O Massacre dos Templários. Roma, 1144
«Naquele novo ano, para azar de
Chamoa, os papas mudaram ao ritmo das estações do ano. Celestino II, eleito no
Outono, não durou sequer até ao final do Inverno. Se, em Dezembro anterior, a publicação
da sua bula Clavis Regni nos dera novo alento, o papa prometera reconhecer
Afonso Henriques como rei, em troca do recebimento anual de quatro onças de
ouro, em Março a sua morte súbita desanimou-nos. A embirração que o desaparecido
pontífice devotava à casa da Sabóia não era partilhada pelo sucessor, Lúcio II,
que logo exigiu a renovação das negociações para o matrimónio com Mafalda da Sabóia,
obrigando o arcebispo de Braga, João Peculiar, a apresentar-se em Roma para receber
instruções. Apesar de incomodado com mais uma súbita mudança, Afonso Henriques sabia
que a diplomacia religiosa se mantinha essencial. Nesses dias, meus queridos filhos
e netos, o reino de Portugal era ainda uma entidade embrionária e tornava-se
absolutamente imperativo convencer o novo papa da sua viabilidade e legitimidade.

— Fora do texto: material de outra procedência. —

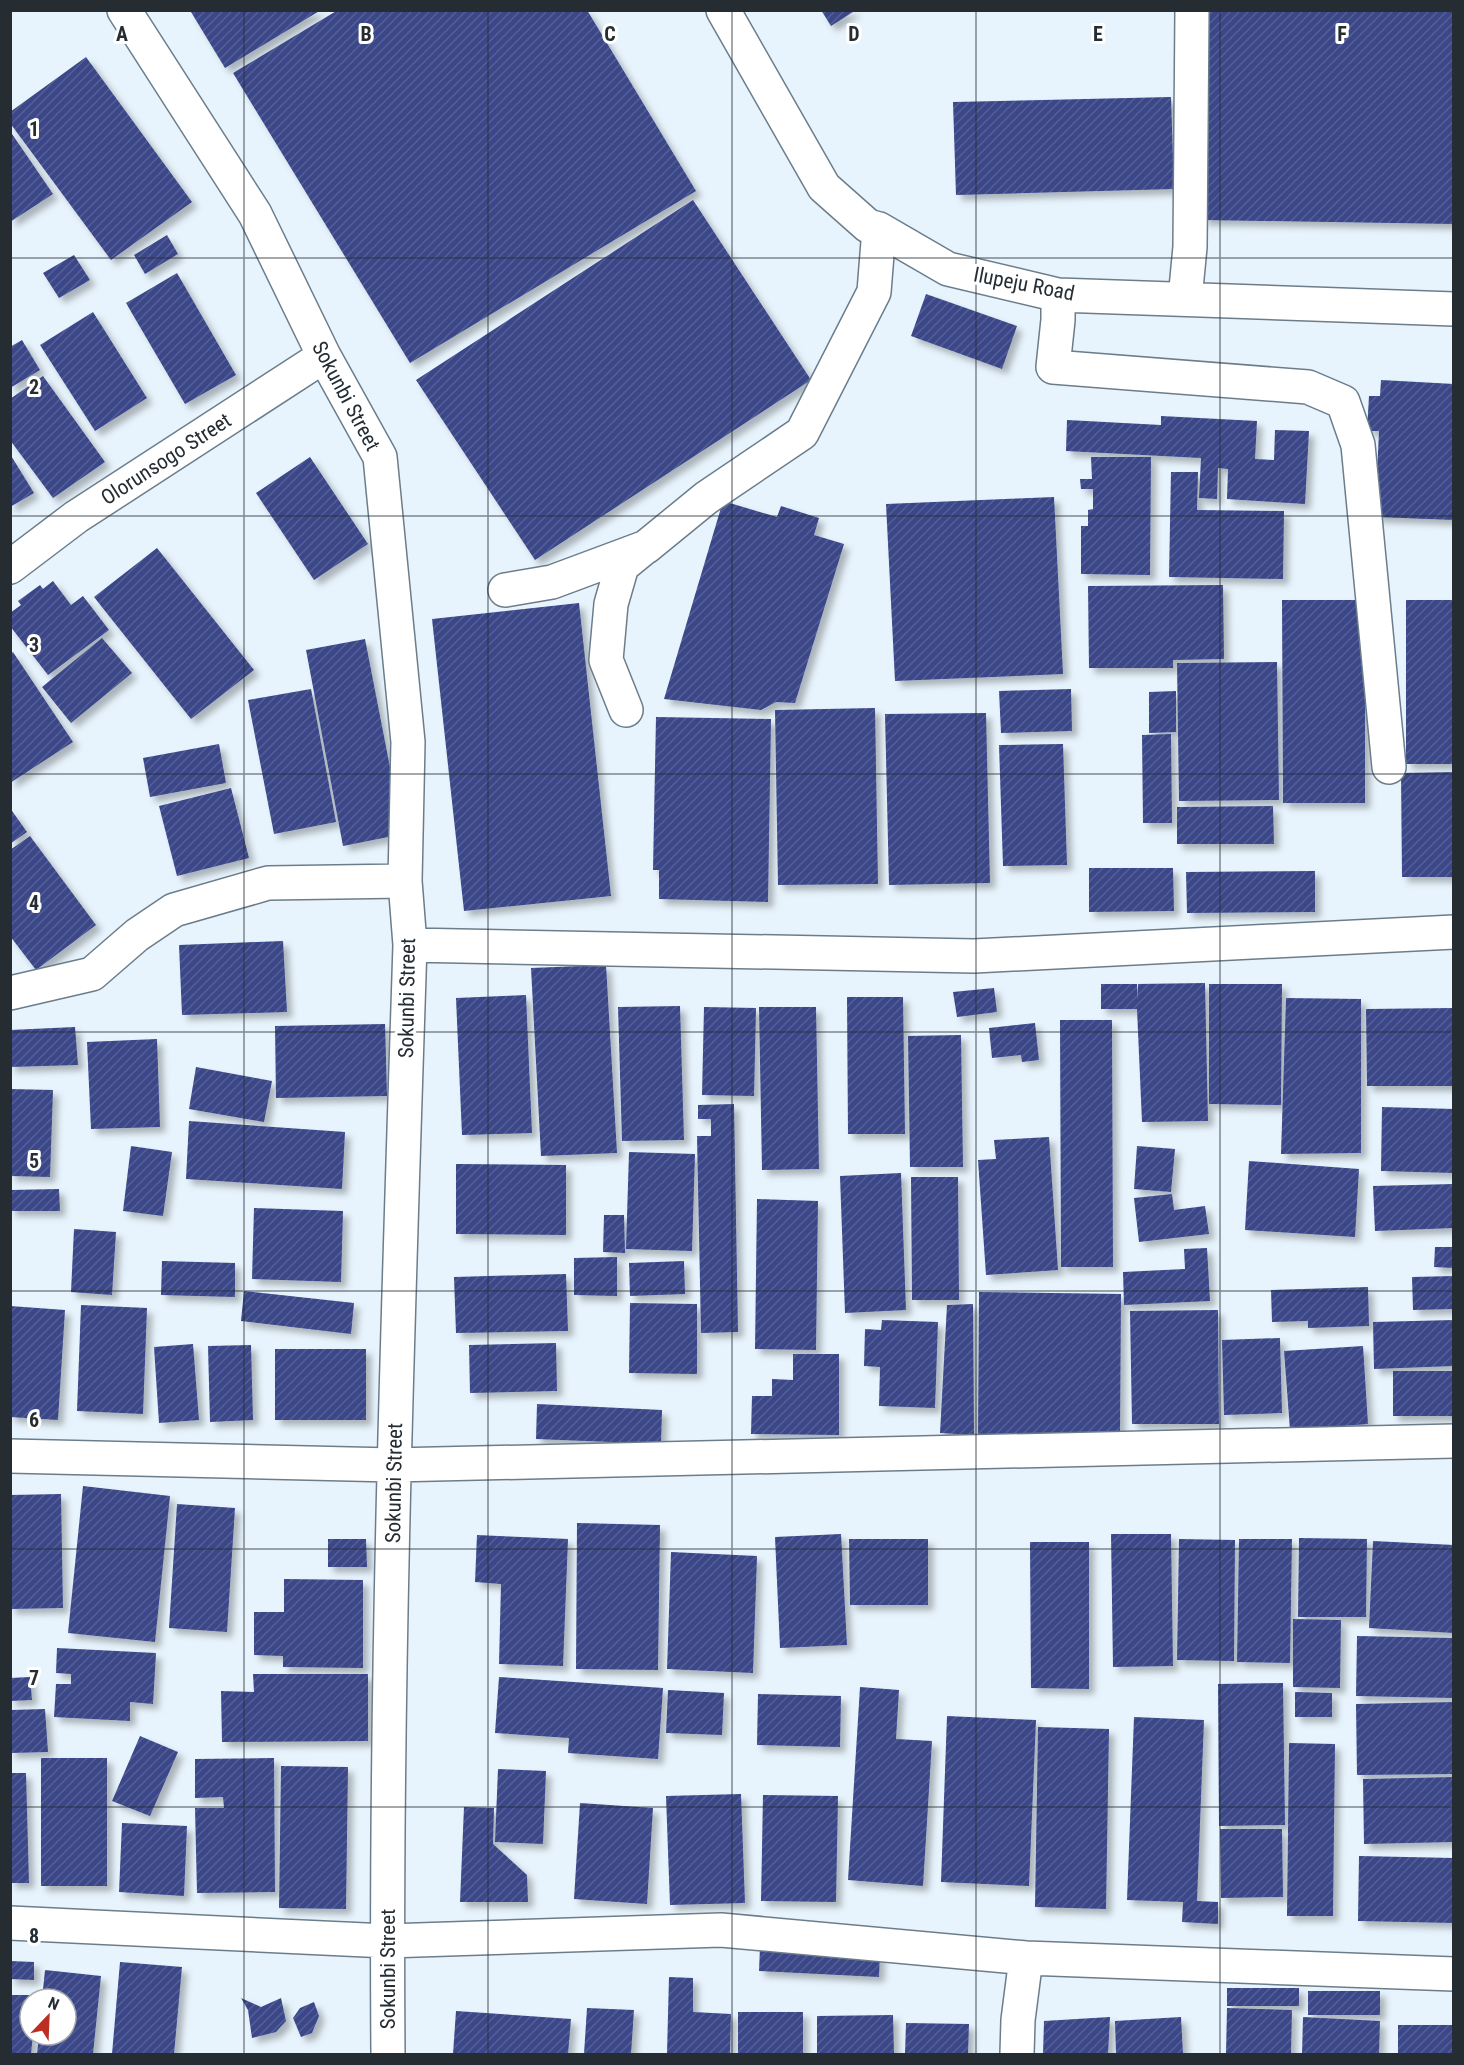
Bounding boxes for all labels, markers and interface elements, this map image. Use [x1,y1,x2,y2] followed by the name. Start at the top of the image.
[116,22,128,46] text: A
[360,22,372,46] text: B
[604,22,616,46] text: C
[848,22,860,46] text: D
[1093,22,1103,46] text: E
[1337,22,1347,46] text: F
[29,117,39,141] text: 1
[972,262,1076,306] street label: Ilupeju Road
[307,337,385,455] street label: Sokunbi Street
[29,375,39,399] text: 2
[97,408,235,510] street label: Olorunsogo Street
[29,633,39,657] text: 3
[29,891,39,915] text: 4
[394,938,420,1058] street label: Sokunbi Street
[29,1149,39,1173] text: 5
[29,1408,39,1432] text: 6
[381,1423,407,1543] street label: Sokunbi Street
[29,1666,39,1690] text: 7
[376,1909,400,2029] street label: Sokunbi Street
[29,1924,39,1948] text: 8
[18,1987,78,2047] north arrow
[45,1993,62,2014] text: N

Por isso, a Roma não foi apenas o arcebispo Peculiar, mas também meu pai, o mordomo
do novo reino.
Dias antes de partir, Egas Moniz desafiou-me
a acompanhá-lo, coisa que minha mulher, Maria Gomes, apoiou, mas que Chamoa
obviamente não aprovou. Desapontada, nem sequer veio despedir-se e segui para
Roma com um sentimento misto. Por um lado, estava entusiasmado com a minha primeira
grande viagem, ia conhecer a cidade onde morrera São Pedro e também viajar até Dijon
e Cluny, pois meu pai desejava visitar o abade Bernardo de Claraval, um dos mais
eminentes religiosos da Cristandade e patrono dos templários. Por outro lado, sentia
alguma inquietação. Já imaginando de novo um futuro desagradável onde nunca seria
rainha, Chamoa poderia espalhar a intriga de Compostela, aproveitando o vácuo deixado
pela partida de Egas Moniz, única testemunha viva da cabala.

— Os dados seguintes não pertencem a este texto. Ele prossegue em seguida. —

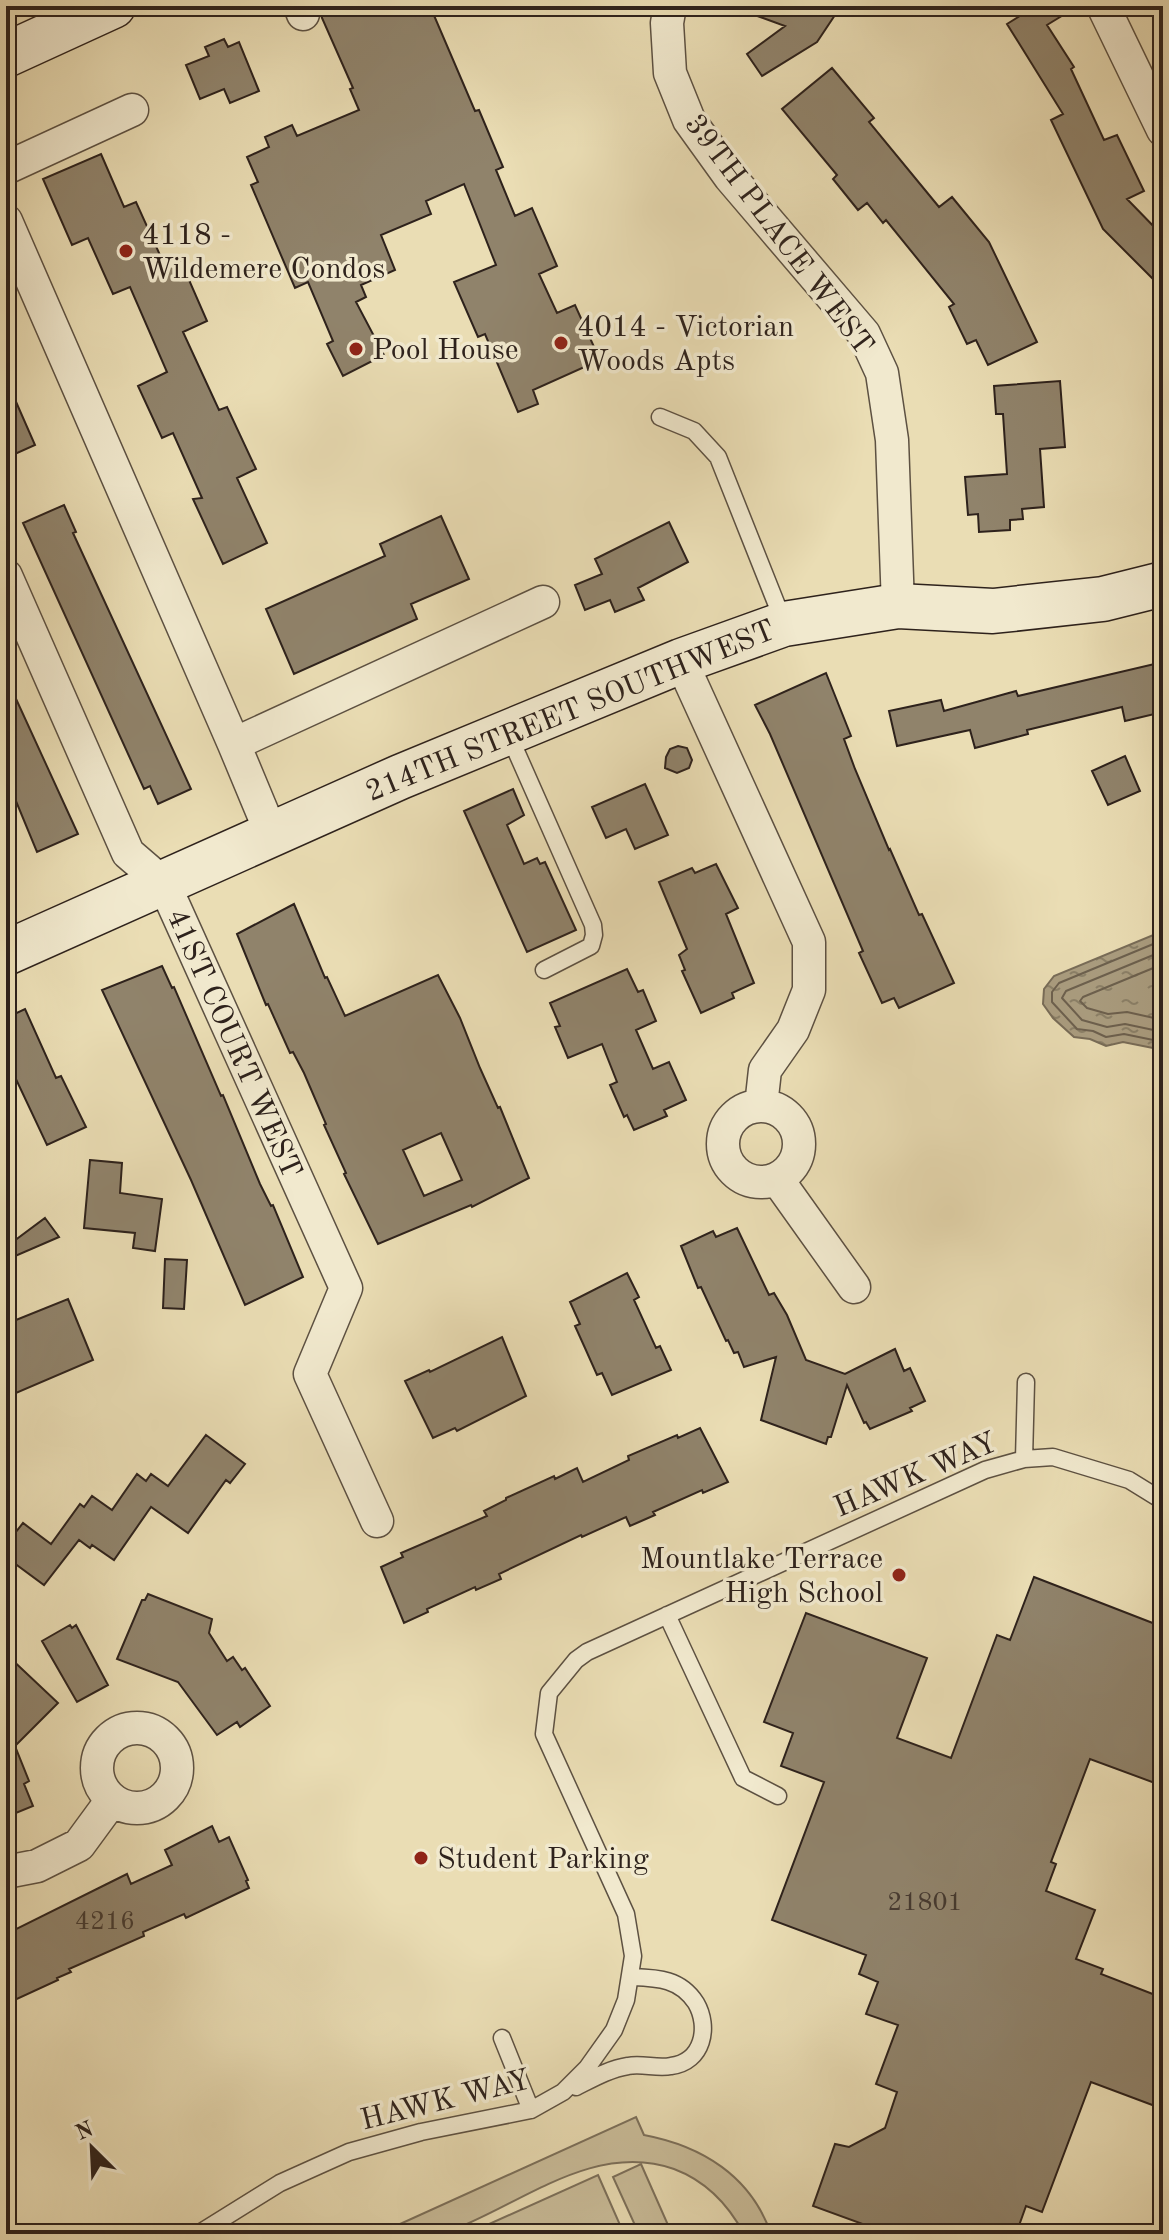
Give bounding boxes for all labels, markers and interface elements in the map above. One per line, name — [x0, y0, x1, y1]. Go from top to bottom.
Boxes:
street label: 39TH PLACE WEST — [678, 109, 878, 361]
place label: 4118 - Wildemere Condos — [142, 221, 385, 285]
marker: 4118 - Wildemere Condos — [117, 242, 135, 260]
place label: 4014 - Victorian Woods Apts — [577, 313, 794, 377]
marker: 4014 - Victorian Woods Apts — [552, 334, 570, 352]
place label: Pool House — [372, 336, 518, 366]
marker: Pool House — [347, 340, 365, 358]
street label: 214TH STREET SOUTHWEST — [362, 616, 780, 808]
street label: 41ST COURT WEST — [160, 905, 306, 1183]
street label: HAWK WAY — [830, 1428, 1002, 1524]
place label: Mountlake Terrace High School — [640, 1545, 883, 1609]
marker: Mountlake Terrace High School — [890, 1566, 908, 1584]
place label: Student Parking — [437, 1845, 649, 1875]
marker: Student Parking — [412, 1849, 430, 1867]
house number: 21801 — [887, 1890, 963, 1916]
house number: 4216 — [75, 1909, 135, 1935]
street label: HAWK WAY — [358, 2065, 534, 2136]
north arrow — [52, 2108, 132, 2188]
text: N — [73, 2118, 97, 2145]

Temendo tal risco, pedi a Pêro Pais
que convencesse a mãe a nada dizer sobre assunto tão delicado. Melhor seria que
Chamoa esperasse pelo meu regresso, pois era incerto o resultado final daquelas
negociações matrimoniais, que tantos avanços e recuos já tinham sofrido. Parti descansado,
prometeu-me Pêro Pais. Confiei naquele rapaz, que já era um homem aos dezassete
anos, e embarquei, em Montemor, num barco que subiu até Compostela, dobrou o cabo
Finisterra e rumou à Vascónia, onde desembarcámos. Daí, seguimos a cavalo até Barcelona
e nessa bela cidade tomámos nova embarcação, que nos fez chegar a Roma em poucos
dias. Devo dizer que a cidade papal me causou forte impressão. Não tanto pelas múltiplas
igrejas, mas sobretudo pelos vestígios imponentes da civilização romana que ainda
existiam. No dia em que João Peculiar e meu pai foram recebidos pelo papa, na Igreja
de São Pedro, visitei o Coliseu de Roma e foi junto a esse monumento gigante que
senti a pequenez da minha vida e das malícias humanas que me consumiam.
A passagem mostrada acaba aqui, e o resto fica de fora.